§ **Task input**:
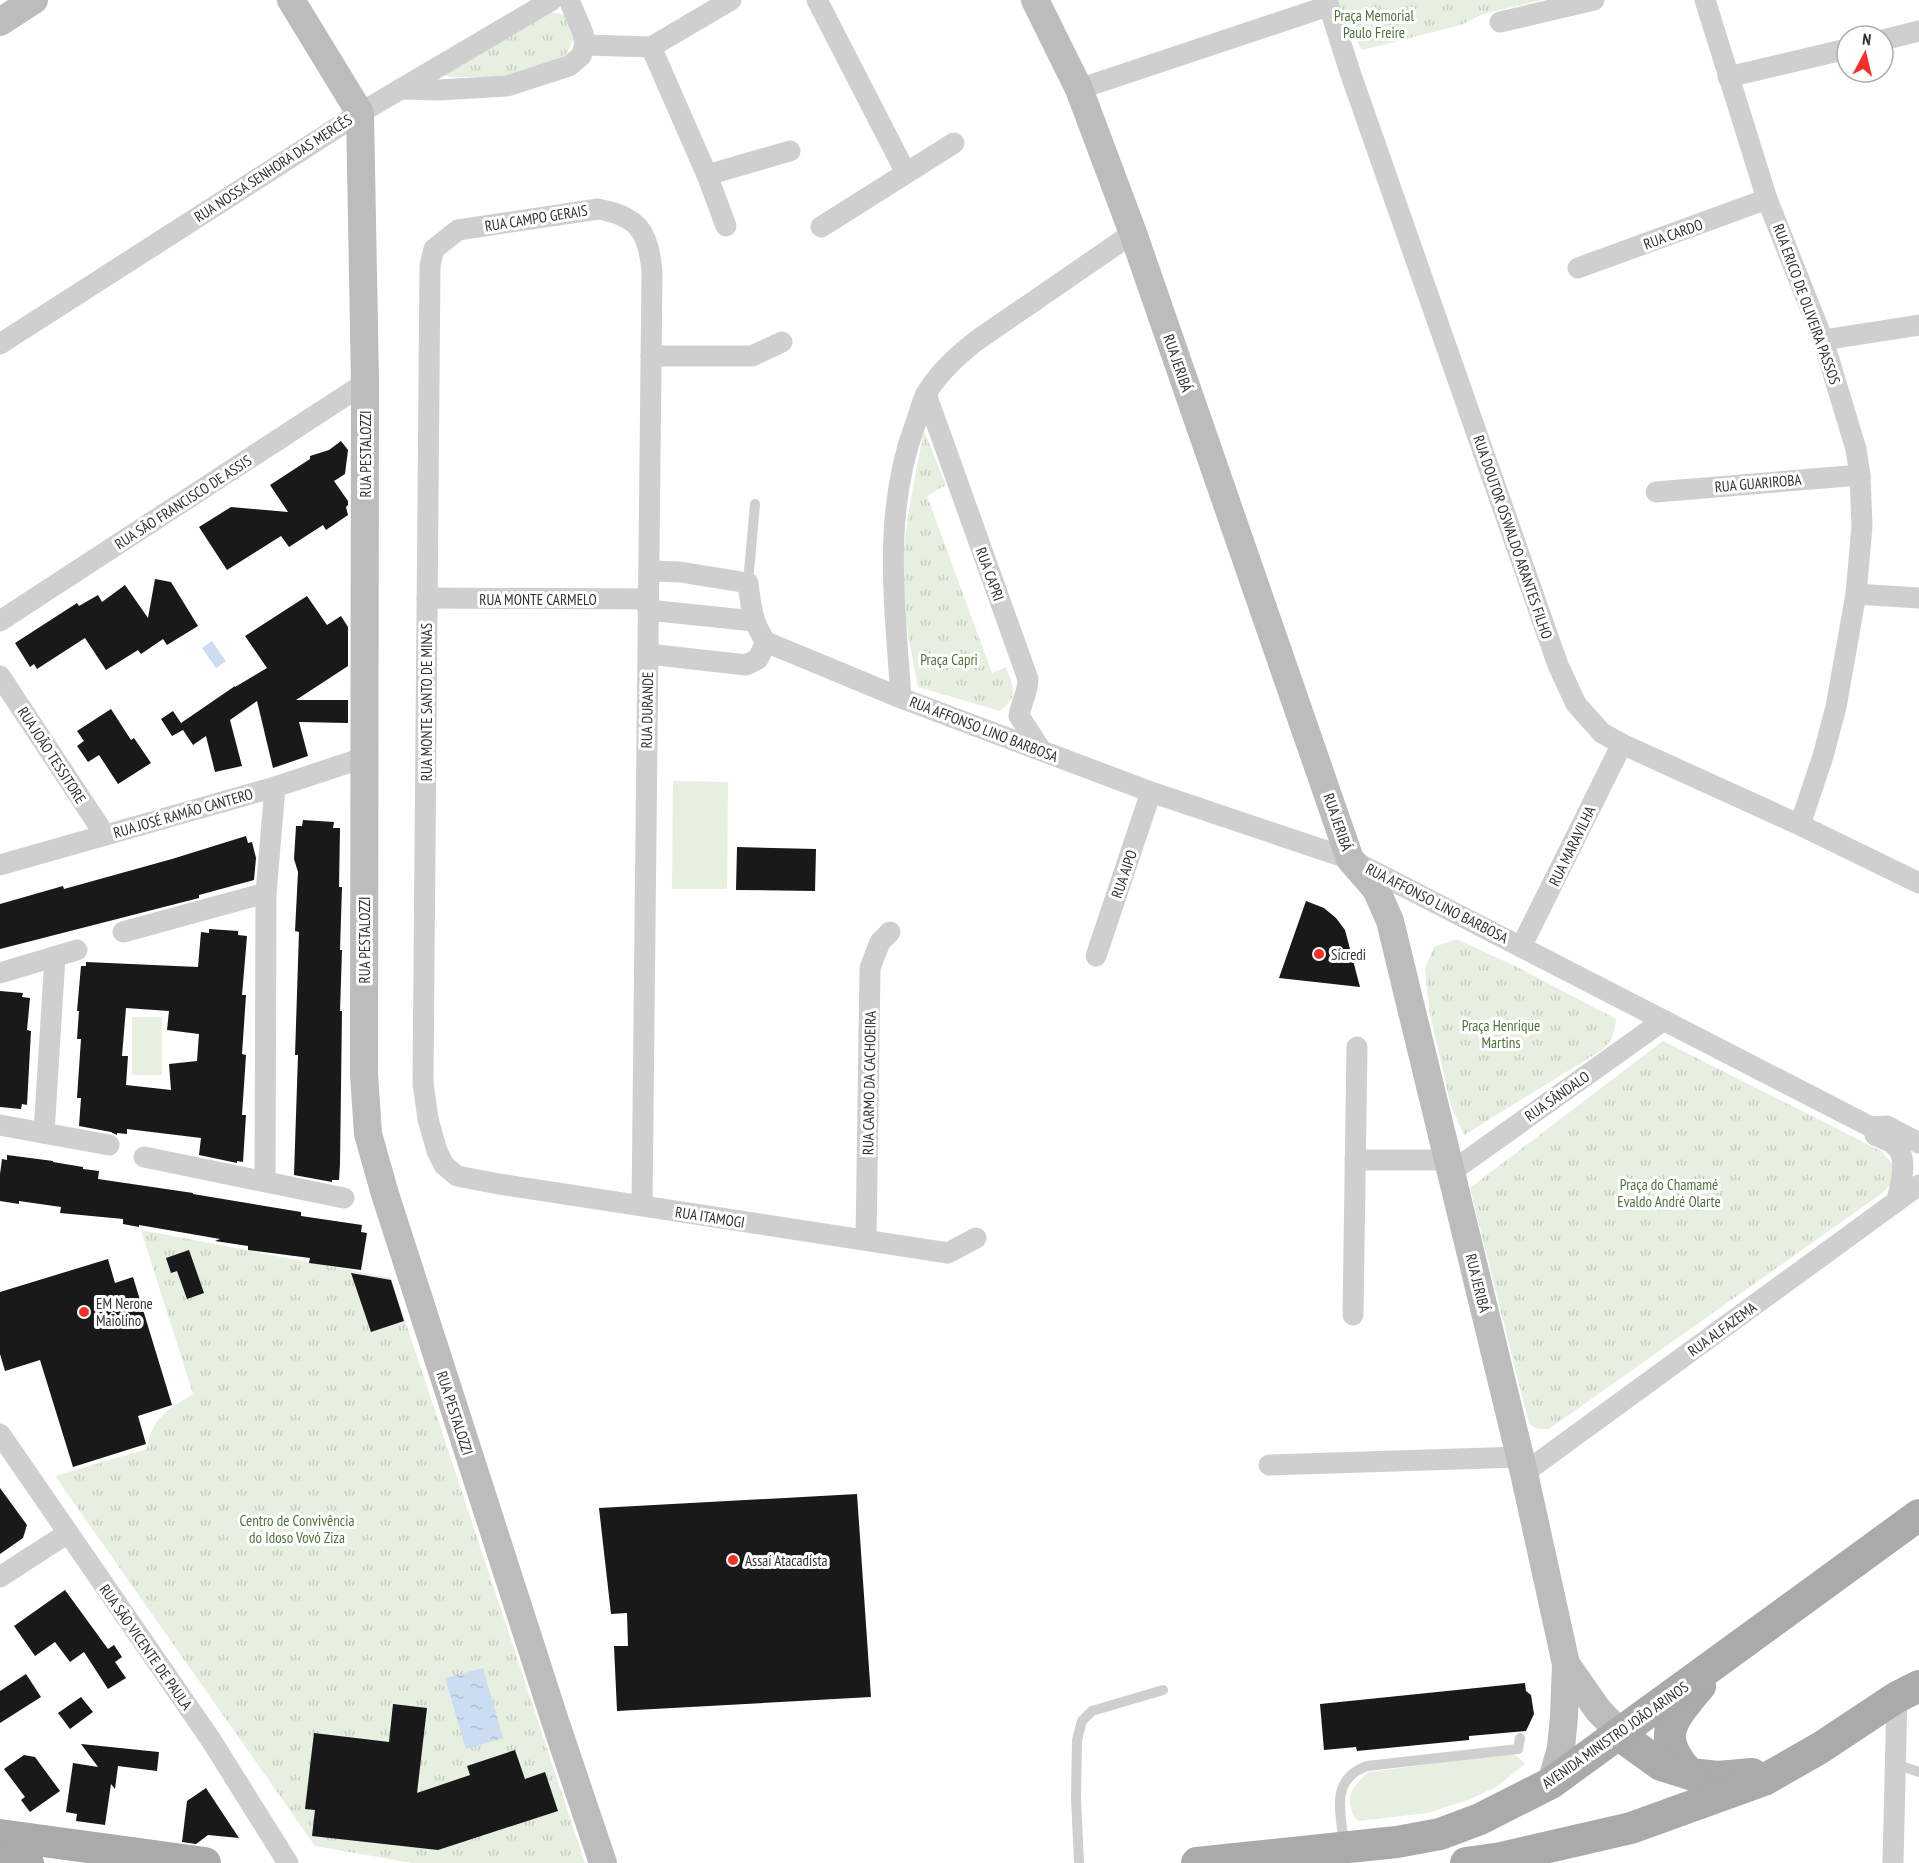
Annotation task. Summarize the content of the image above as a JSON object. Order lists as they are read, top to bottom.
{
  "streets": {
    "main road": ["AVENIDA MINISTRO JOÃO ARINOS"],
    "street": [
      "RUA NOSSA SENHORA DAS MERCÊS",
      "RUA CAMPO GERAIS",
      "RUA CARDO",
      "RUA ERICO DE OLIVEIRA PASSOS",
      "RUA JERIBÁ",
      "RUA PESTALOZZI",
      "RUA GUARIROBA",
      "RUA SÃO FRANCISCO DE ASSIS",
      "RUA DOUTOR OSWALDO ARANTES FILHO",
      "RUA CAPRI",
      "RUA MONTE CARMELO",
      "RUA MONTE SANTO DE MINAS",
      "RUA DURANDE",
      "RUA AFFONSO LINO BARBOSA",
      "RUA JOÃO TESSITORE",
      "RUA JOSÉ RAMÃO CANTERO",
      "RUA MARAVILHA",
      "RUA AIPO",
      "RUA CARMO DA CACHOEIRA",
      "RUA SÂNDALO",
      "RUA ITAMOGI",
      "RUA ALFAZEMA",
      "RUA SÃO VICENTE DE PAULA"
    ]
  },
  "crossings": [
    ["RUA NOSSA SENHORA DAS MERCÊS", "RUA PESTALOZZI"],
    ["RUA CAMPO GERAIS", "RUA MONTE SANTO DE MINAS"],
    ["RUA CAMPO GERAIS", "RUA DURANDE"],
    ["RUA CARDO", "RUA ERICO DE OLIVEIRA PASSOS"],
    ["RUA ERICO DE OLIVEIRA PASSOS", "RUA GUARIROBA"],
    ["RUA ERICO DE OLIVEIRA PASSOS", "RUA DOUTOR OSWALDO ARANTES FILHO"],
    ["RUA JERIBÁ", "RUA AFFONSO LINO BARBOSA"],
    ["RUA JERIBÁ", "RUA SÂNDALO"],
    ["RUA JERIBÁ", "RUA ALFAZEMA"],
    ["RUA PESTALOZZI", "RUA SÃO FRANCISCO DE ASSIS"],
    ["RUA PESTALOZZI", "RUA JOSÉ RAMÃO CANTERO"],
    ["RUA DOUTOR OSWALDO ARANTES FILHO", "RUA MARAVILHA"],
    ["RUA CAPRI", "RUA AFFONSO LINO BARBOSA"],
    ["RUA MONTE CARMELO", "RUA MONTE SANTO DE MINAS"],
    ["RUA MONTE CARMELO", "RUA DURANDE"],
    ["RUA MONTE SANTO DE MINAS", "RUA ITAMOGI"],
    ["RUA DURANDE", "RUA ITAMOGI"],
    ["RUA AFFONSO LINO BARBOSA", "RUA MARAVILHA"],
    ["RUA AFFONSO LINO BARBOSA", "RUA AIPO"],
    ["RUA AFFONSO LINO BARBOSA", "RUA SÂNDALO"],
    ["RUA AFFONSO LINO BARBOSA", "RUA ALFAZEMA"],
    ["RUA JOÃO TESSITORE", "RUA JOSÉ RAMÃO CANTERO"],
    ["RUA CARMO DA CACHOEIRA", "RUA ITAMOGI"]
  ],
  "parks": [
    "Praça Memorial Paulo Freire",
    "Praça Capri",
    "Praça Henrique Martins",
    "Praça do Chamamé Evaldo André Olarte",
    "Centro de Convivência do Idoso Vovó Ziza"
  ],
  "places": ["Sicredi", "EM Nerone Maiolino", "Assaí Atacadista"],
  "north": "top"
}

§ **Exercise**:
Omit each picture, then return all of the listing exactly as it stands.

§ **Written solution**:
Annotation task. Summarize the content of the image above as a JSON object. Order lists as they are read, top to bottom.
{
  "streets": {
    "main road": ["AVENIDA MINISTRO JOÃO ARINOS"],
    "street": [
      "RUA NOSSA SENHORA DAS MERCÊS",
      "RUA CAMPO GERAIS",
      "RUA CARDO",
      "RUA ERICO DE OLIVEIRA PASSOS",
      "RUA JERIBÁ",
      "RUA PESTALOZZI",
      "RUA GUARIROBA",
      "RUA SÃO FRANCISCO DE ASSIS",
      "RUA DOUTOR OSWALDO ARANTES FILHO",
      "RUA CAPRI",
      "RUA MONTE CARMELO",
      "RUA MONTE SANTO DE MINAS",
      "RUA DURANDE",
      "RUA AFFONSO LINO BARBOSA",
      "RUA JOÃO TESSITORE",
      "RUA JOSÉ RAMÃO CANTERO",
      "RUA MARAVILHA",
      "RUA AIPO",
      "RUA CARMO DA CACHOEIRA",
      "RUA SÂNDALO",
      "RUA ITAMOGI",
      "RUA ALFAZEMA",
      "RUA SÃO VICENTE DE PAULA"
    ]
  },
  "crossings": [
    ["RUA NOSSA SENHORA DAS MERCÊS", "RUA PESTALOZZI"],
    ["RUA CAMPO GERAIS", "RUA MONTE SANTO DE MINAS"],
    ["RUA CAMPO GERAIS", "RUA DURANDE"],
    ["RUA CARDO", "RUA ERICO DE OLIVEIRA PASSOS"],
    ["RUA ERICO DE OLIVEIRA PASSOS", "RUA GUARIROBA"],
    ["RUA ERICO DE OLIVEIRA PASSOS", "RUA DOUTOR OSWALDO ARANTES FILHO"],
    ["RUA JERIBÁ", "RUA AFFONSO LINO BARBOSA"],
    ["RUA JERIBÁ", "RUA SÂNDALO"],
    ["RUA JERIBÁ", "RUA ALFAZEMA"],
    ["RUA PESTALOZZI", "RUA SÃO FRANCISCO DE ASSIS"],
    ["RUA PESTALOZZI", "RUA JOSÉ RAMÃO CANTERO"],
    ["RUA DOUTOR OSWALDO ARANTES FILHO", "RUA MARAVILHA"],
    ["RUA CAPRI", "RUA AFFONSO LINO BARBOSA"],
    ["RUA MONTE CARMELO", "RUA MONTE SANTO DE MINAS"],
    ["RUA MONTE CARMELO", "RUA DURANDE"],
    ["RUA MONTE SANTO DE MINAS", "RUA ITAMOGI"],
    ["RUA DURANDE", "RUA ITAMOGI"],
    ["RUA AFFONSO LINO BARBOSA", "RUA MARAVILHA"],
    ["RUA AFFONSO LINO BARBOSA", "RUA AIPO"],
    ["RUA AFFONSO LINO BARBOSA", "RUA SÂNDALO"],
    ["RUA AFFONSO LINO BARBOSA", "RUA ALFAZEMA"],
    ["RUA JOÃO TESSITORE", "RUA JOSÉ RAMÃO CANTERO"],
    ["RUA CARMO DA CACHOEIRA", "RUA ITAMOGI"]
  ],
  "parks": [
    "Praça Memorial Paulo Freire",
    "Praça Capri",
    "Praça Henrique Martins",
    "Praça do Chamamé Evaldo André Olarte",
    "Centro de Convivência do Idoso Vovó Ziza"
  ],
  "places": ["Sicredi", "EM Nerone Maiolino", "Assaí Atacadista"],
  "north": "top"
}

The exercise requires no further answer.